Monday, October 10, 2005

Putting me first...

I just bought a VIBRATOR. I am so happy and excited, I broke my last one. I might be blue broken hearted without my baby but hey I'll be feeling really good first. I have to put myself first* I have to be healthy* I have to feel good about myself, my body and my life* I have to feel like Im not missing out on everything just because im single**. When Eva Longoria said the best sex of my life was with my vibrator I just laughed - I know what you mean. Those endorphines are too far gone now. Dr Ruth said it is totally fine and healthy and good for you and so from that moment on I was good to go.
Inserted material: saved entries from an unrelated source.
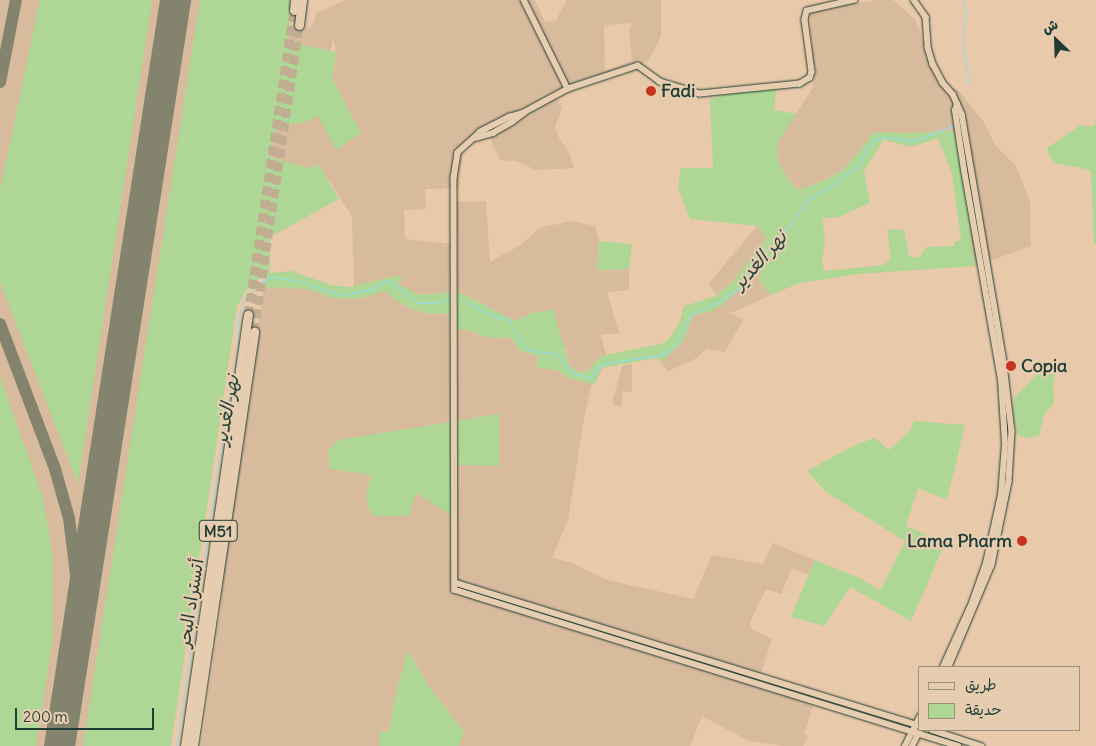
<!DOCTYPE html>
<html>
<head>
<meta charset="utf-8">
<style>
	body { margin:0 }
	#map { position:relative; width:1096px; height:746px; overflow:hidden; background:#e8c9a9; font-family:Delius,"Playpen Sans Arabic",sans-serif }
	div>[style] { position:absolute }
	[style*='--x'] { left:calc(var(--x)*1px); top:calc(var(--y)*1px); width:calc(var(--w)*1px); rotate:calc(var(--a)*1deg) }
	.built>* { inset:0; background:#d8ba9c }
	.green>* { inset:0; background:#aed795 }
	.stream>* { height:1px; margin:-0.5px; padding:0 0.5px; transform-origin:0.5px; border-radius:0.5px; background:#92ddf3 }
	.taxiway>* { height:12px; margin:-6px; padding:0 6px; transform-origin:6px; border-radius:6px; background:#84836e }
	.runway>* { height:31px; margin:-15.5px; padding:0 15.5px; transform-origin:15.5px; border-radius:15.5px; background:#84836e }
	.motorway-tunnel>* { height:9px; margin-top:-4.5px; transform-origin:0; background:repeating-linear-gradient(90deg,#c0ad92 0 9px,transparent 0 13.5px) }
	.roads { filter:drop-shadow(0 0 1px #1f3d34) drop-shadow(0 0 1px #1f3d34) }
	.tertiary>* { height:5.5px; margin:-2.75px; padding:0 2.75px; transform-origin:2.75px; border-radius:2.75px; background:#e7cdaf }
	.motorway>* { height:9px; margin:-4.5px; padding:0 4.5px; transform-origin:4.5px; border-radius:4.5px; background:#e7cdaf }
	.dots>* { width:14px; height:14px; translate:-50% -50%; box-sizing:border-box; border:2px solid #e7cdaf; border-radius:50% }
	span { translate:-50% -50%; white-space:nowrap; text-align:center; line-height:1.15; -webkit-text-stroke:4.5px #e7cdaf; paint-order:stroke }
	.shield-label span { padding:1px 4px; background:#e7cdaf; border:1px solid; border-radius:4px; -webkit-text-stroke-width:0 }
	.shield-label { font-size:16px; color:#1f3d34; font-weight:700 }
	.poi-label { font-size:18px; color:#1f3d34; font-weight:700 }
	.left { translate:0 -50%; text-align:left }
	.right { translate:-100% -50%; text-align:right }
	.street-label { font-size:18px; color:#1f3d34 }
	.water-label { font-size:19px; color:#25453e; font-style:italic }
	.legend { position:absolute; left:918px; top:666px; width:162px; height:65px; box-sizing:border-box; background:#e7cdaf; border:1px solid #97937e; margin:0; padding:6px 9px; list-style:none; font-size:15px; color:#1f3d34 }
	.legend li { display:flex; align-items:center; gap:10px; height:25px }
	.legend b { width:25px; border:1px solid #97937e }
	.north { position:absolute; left:1031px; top:15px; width:50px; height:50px; -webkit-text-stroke:4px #e7cdaf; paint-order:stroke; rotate:336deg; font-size:14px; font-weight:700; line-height:20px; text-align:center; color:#1f3d34 }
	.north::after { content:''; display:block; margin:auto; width:18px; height:22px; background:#1f3d34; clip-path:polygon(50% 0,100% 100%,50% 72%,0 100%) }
	.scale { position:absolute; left:15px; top:708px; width:139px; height:22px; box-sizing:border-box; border:2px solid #1f3d34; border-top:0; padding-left:6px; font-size:15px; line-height:18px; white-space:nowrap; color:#1f3d34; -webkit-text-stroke:4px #e7cdaf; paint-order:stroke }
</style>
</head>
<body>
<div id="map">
	<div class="built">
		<i style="clip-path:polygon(evenodd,0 0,292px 0,288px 24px,311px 28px,317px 13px,345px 0,535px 0,545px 22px,556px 20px,567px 0,661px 0,661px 35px,654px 51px,647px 61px,642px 64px,625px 69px,556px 97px,562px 108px,555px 127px,560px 140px,568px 149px,574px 168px,536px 170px,516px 161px,500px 160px,488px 134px,464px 147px,459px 188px,425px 189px,426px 209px,404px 210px,405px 239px,452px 244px,457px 202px,486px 201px,490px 262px,522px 244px,539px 228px,571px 221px,595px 226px,599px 241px,597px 270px,629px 269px,629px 290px,607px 292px,619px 333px,601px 335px,606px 355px,588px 371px,578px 372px,569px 365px,566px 350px,529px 314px,515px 321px,471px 297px,452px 292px,419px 295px,398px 284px,373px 280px,354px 287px,352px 216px,319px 165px,244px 260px,168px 746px,0 746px,0 0,632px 23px,629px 31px,632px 61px,605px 71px,604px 25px,632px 23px,0 0,333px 36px,336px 52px,332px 79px,318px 115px,302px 123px,276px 124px,269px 157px,285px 43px,331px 52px,333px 36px)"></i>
		<i style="clip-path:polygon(876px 0,893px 0,916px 20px,933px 70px,947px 85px,960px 92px,983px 121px,996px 146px,1016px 166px,1030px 201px,1031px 246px,975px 266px,957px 131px,907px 133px,874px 132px,846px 167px,828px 179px,799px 190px,788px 179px,779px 163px,776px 144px,813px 88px,810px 10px)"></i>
		<i style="clip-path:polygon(757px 226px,767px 238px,733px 281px,717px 296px,709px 283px)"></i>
		<i style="clip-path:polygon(759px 263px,761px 264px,759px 281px,771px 295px,731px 313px,743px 320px,725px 352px,707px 349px,695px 359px,668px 371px,661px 362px,684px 341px,693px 315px,710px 312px,745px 285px)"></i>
		<i style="clip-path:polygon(evenodd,290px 286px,308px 289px,328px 297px,350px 299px,364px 298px,385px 290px,401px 304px,414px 310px,431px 314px,449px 313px,464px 329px,486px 337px,511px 338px,520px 351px,538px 356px,537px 368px,558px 370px,569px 379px,592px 383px,585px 413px,568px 520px,552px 558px,570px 562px,607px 580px,693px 599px,712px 555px,763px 564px,773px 543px,815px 560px,810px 575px,792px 568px,781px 594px,766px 589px,751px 620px,750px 628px,772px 639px,758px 682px,813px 706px,804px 734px,809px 736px,803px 746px,785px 746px,749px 741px,702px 716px,690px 746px,459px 746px,464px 732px,428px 685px,408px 650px,395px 696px,389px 732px,379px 731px,379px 746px,201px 746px,221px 606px,226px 532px,264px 287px,290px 286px,499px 414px,457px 465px,416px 493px,366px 496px,371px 475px,499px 414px)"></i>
		<i style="clip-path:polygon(632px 364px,632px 392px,623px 392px,621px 407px,612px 404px,622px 366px)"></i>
	</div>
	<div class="green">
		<i style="clip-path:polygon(40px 0,152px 0,78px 484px,0 282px,0 190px)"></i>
		<i style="clip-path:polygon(evenodd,200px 0,293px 0,287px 42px,336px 52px,332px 79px,361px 133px,336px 150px,318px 116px,302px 123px,276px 125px,270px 157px,308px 168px,319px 165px,339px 199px,270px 237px,270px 273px,292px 271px,331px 285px,349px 287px,399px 275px,402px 279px,398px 284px,419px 295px,452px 292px,466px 295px,515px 321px,529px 314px,553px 309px,569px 365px,578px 372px,588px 371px,597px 360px,606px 355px,664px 343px,671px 336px,680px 321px,684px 306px,717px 296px,733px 281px,767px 238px,757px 226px,690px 219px,678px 187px,681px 168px,713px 168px,710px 99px,729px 93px,776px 89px,774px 110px,796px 114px,777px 144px,779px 163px,788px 179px,799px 190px,828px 179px,846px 167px,874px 132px,907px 133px,957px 131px,975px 266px,859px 274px,800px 283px,771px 295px,759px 281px,761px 264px,759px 263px,745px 285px,721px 306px,710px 312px,693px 315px,684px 341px,661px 362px,657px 358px,602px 368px,595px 384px,569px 379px,558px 370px,537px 368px,538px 356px,520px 351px,511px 338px,486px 337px,464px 329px,451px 331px,449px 313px,431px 314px,414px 310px,395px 300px,385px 291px,364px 298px,342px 299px,328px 297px,308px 289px,264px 287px,266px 276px,259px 279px,246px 290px,237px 307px,171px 746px,83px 746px,200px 0,938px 138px,952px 173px,961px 240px,955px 242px,954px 246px,926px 247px,919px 258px,909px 256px,904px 230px,887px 229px,891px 259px,883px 265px,824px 271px,822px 260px,825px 240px,822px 218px,836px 218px,870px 203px,864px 171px,884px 140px,912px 147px,938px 138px)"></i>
		<i style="clip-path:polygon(1096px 123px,1096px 243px,1094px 244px,1091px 170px,1053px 163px,1047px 148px,1081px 125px,1092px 127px)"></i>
		<i style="clip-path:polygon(599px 241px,632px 244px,629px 269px,597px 270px)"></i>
		<i style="clip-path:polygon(1052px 366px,1055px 374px,1053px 384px,1054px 403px,1044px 415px,1039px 436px,1026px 438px,1018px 435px,1013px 409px,1014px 398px,1038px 373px)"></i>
		<i style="clip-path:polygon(0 377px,43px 498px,53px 557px,53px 635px,36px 746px,0 746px)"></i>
		<i style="clip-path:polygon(499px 414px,499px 466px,457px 465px,457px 519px,416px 493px,409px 516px,374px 516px,370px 510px,366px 496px,371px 475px,330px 469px,328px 450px,339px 440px)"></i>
		<i style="clip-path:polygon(914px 421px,965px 425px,947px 500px,918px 488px,906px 526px,945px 543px,911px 621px,850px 587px,824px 626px,791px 617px,815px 560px,860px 578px,880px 591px,905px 541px,826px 492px,807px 471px,857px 444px,875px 438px,889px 450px,911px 430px)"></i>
		<i style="clip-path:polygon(408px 650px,428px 685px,464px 732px,459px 746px,379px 746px,379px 731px,389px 732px,395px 696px)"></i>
	</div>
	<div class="stream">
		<i style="--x:963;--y:0;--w:12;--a:76"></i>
		<i style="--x:966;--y:12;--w:28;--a:98"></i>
		<i style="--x:962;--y:40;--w:44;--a:80.8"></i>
		<i style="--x:468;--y:303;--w:24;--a:28"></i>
		<i style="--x:489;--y:314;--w:20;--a:18"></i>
		<i style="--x:508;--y:320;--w:31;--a:59"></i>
		<i style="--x:524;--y:347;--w:10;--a:24"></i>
		<i style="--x:533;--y:351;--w:23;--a:5"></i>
		<i style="--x:556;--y:353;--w:23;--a:50"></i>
		<i style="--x:571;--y:371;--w:7;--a:34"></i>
		<i style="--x:577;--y:375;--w:14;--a:8"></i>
		<i style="--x:591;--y:377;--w:14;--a:-51"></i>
		<i style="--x:600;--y:366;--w:6;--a:-31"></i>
		<i style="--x:605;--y:363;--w:57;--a:-8.1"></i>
		<i style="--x:661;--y:355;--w:19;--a:-35"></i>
		<i style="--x:677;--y:344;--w:34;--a:-66"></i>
		<i style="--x:691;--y:313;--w:27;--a:-22"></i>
		<i style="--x:716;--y:303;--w:27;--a:-33"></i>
		<i style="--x:739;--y:288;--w:35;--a:-57"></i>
		<i style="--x:758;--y:259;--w:40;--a:-45"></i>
		<i style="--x:786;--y:231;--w:37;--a:-56"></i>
		<i style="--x:807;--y:200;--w:24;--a:-30"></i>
		<i style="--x:828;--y:188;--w:34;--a:-37"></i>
		<i style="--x:855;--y:168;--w:34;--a:-56"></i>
		<i style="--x:874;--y:140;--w:10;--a:-17"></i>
		<i style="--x:884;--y:137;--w:30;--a:8"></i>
		<i style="--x:914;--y:141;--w:43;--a:-21.8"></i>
		<i style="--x:176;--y:746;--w:312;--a:-81.5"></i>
		<i style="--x:222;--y:437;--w:87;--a:-79.5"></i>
		<i style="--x:238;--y:351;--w:33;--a:-90"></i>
		<i style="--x:238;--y:318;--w:21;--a:-71"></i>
		<i style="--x:245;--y:298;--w:18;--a:-52"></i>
		<i style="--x:256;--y:284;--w:17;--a:-25"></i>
		<i style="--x:271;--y:277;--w:28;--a:8"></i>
		<i style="--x:299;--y:281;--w:37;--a:19"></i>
		<i style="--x:334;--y:293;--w:12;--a:9"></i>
		<i style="--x:346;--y:295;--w:26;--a:-13"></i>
		<i style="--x:371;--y:289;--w:19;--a:-28"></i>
		<i style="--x:388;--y:280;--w:39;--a:37"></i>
		<i style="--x:419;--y:303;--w:15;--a:0"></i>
		<i style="--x:434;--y:303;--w:16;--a:-15"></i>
	</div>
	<div class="taxiway">
		<i style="--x:0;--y:82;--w:84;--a:-79"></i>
		<i style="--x:0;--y:324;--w:155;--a:69.2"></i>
		<i style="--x:55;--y:469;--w:51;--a:74.1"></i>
		<i style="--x:69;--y:518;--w:64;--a:82.9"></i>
		<i style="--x:77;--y:582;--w:53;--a:91.1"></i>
	</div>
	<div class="runway">
		<i style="--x:59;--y:746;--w:755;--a:-81.16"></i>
	</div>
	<div class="motorway-tunnel">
		<i style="--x:248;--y:315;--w:308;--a:-81.4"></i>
		<i style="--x:254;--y:331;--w:309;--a:-81.6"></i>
	</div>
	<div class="roads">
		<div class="tertiary">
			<i style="--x:524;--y:0;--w:99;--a:63.7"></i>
			<i style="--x:855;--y:0;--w:49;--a:167.1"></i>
			<i style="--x:807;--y:11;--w:9;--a:103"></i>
			<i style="--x:805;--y:20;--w:52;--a:82.3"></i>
			<i style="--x:812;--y:72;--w:6;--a:108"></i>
			<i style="--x:810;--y:78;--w:12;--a:149"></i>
			<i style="--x:800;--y:84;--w:100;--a:174.3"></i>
			<i style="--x:700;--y:94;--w:42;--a:-163.3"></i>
			<i style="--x:660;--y:82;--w:27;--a:-144"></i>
			<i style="--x:638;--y:66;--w:74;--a:161.8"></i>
			<i style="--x:568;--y:89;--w:50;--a:151.4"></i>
			<i style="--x:524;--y:113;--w:15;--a:164"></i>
			<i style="--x:510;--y:117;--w:33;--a:153"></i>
			<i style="--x:481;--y:132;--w:31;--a:138"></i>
			<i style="--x:458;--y:153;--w:24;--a:99"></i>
			<i style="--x:454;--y:177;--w:413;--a:89.9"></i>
			<i style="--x:455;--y:590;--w:527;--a:17.23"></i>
			<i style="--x:914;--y:0;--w:21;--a:55"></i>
			<i style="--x:926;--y:17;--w:30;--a:86"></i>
			<i style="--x:928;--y:47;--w:18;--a:74"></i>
			<i style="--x:933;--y:64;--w:21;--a:62"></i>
			<i style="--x:943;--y:83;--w:15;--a:48"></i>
			<i style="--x:953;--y:94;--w:22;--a:66"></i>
			<i style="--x:962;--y:114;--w:245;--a:80.4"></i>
			<i style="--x:1003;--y:356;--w:76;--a:83.2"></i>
			<i style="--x:1012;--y:431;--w:51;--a:93.4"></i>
			<i style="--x:1009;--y:482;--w:85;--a:101.6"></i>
			<i style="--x:992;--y:565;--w:111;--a:112.9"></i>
			<i style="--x:476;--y:138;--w:18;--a:-16"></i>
			<i style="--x:493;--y:133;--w:22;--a:-30"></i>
			<i style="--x:512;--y:122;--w:15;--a:-37"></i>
			<i style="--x:456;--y:583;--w:486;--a:17.1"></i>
			<i style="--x:943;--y:667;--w:70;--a:-65.6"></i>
			<i style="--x:972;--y:603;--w:42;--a:-70.7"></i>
			<i style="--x:986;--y:563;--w:70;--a:-77.6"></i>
			<i style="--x:1001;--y:495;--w:51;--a:-85.5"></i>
			<i style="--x:1005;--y:444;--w:64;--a:-93.6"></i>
			<i style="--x:1001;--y:380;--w:213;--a:-100"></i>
			<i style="--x:964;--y:170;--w:60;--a:-98.7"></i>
			<i style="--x:955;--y:111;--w:7;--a:-74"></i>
			<i style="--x:932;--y:730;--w:52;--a:18.1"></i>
			<i style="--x:905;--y:746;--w:34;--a:-63"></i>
			<i style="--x:912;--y:746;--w:16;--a:-63"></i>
		</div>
		<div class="motorway">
			<i style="--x:294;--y:10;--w:10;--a:-84"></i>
			<i style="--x:299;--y:25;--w:25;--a:-83"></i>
			<i style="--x:185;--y:746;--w:436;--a:-81.7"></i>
			<i style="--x:193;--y:746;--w:419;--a:-81.6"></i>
		</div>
	</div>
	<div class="dots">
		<i style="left:651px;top:91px;background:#c8321e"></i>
		<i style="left:1011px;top:366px;background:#c8321e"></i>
		<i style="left:1022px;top:541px;background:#c8321e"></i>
	</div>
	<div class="shield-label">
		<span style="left:218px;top:531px">M51</span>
	</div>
	<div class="poi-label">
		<span class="left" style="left:661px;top:91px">Fadi</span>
		<span class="left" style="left:1021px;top:366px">Copia</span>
		<span class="right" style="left:1012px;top:541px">Lama Pharm</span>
	</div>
	<div class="street-label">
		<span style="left:191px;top:603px;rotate:-81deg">أتستراد البحر</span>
	</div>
	<div class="water-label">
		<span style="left:760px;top:260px;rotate:-48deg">نهر الغدير</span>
		<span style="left:227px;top:410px;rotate:-80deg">نهر الغدير</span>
	</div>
	<ul class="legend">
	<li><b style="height:6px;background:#e7cdaf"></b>طريق</li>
	<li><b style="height:14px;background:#aed795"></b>حديقة</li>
	</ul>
	<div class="north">ش</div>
	<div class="scale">200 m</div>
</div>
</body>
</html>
Nothing compares to the real thing, I want a real husband who will be good to me and love me forever and be my man and be my baby. I am not going to sit here like some nun for another 9 years and wait. Im going to get out in my life and participate and the first thing I am getting straight is myself. Im not healthy weight wise and I need to feel good about me. Im making some positive changes, no more binging and dying of desperation - im fucking pissed off because he is everything to me and he is leaving for Iraq in 2 months for a year. This is our time and I want to spend it witih him. Who knows what he is thinking, or if his crappy non actions were intentional or not, but im not sitting here feeling so sad and blue all alone anymore. Im done and he can get on the wagon, or he can watch me stroll on by.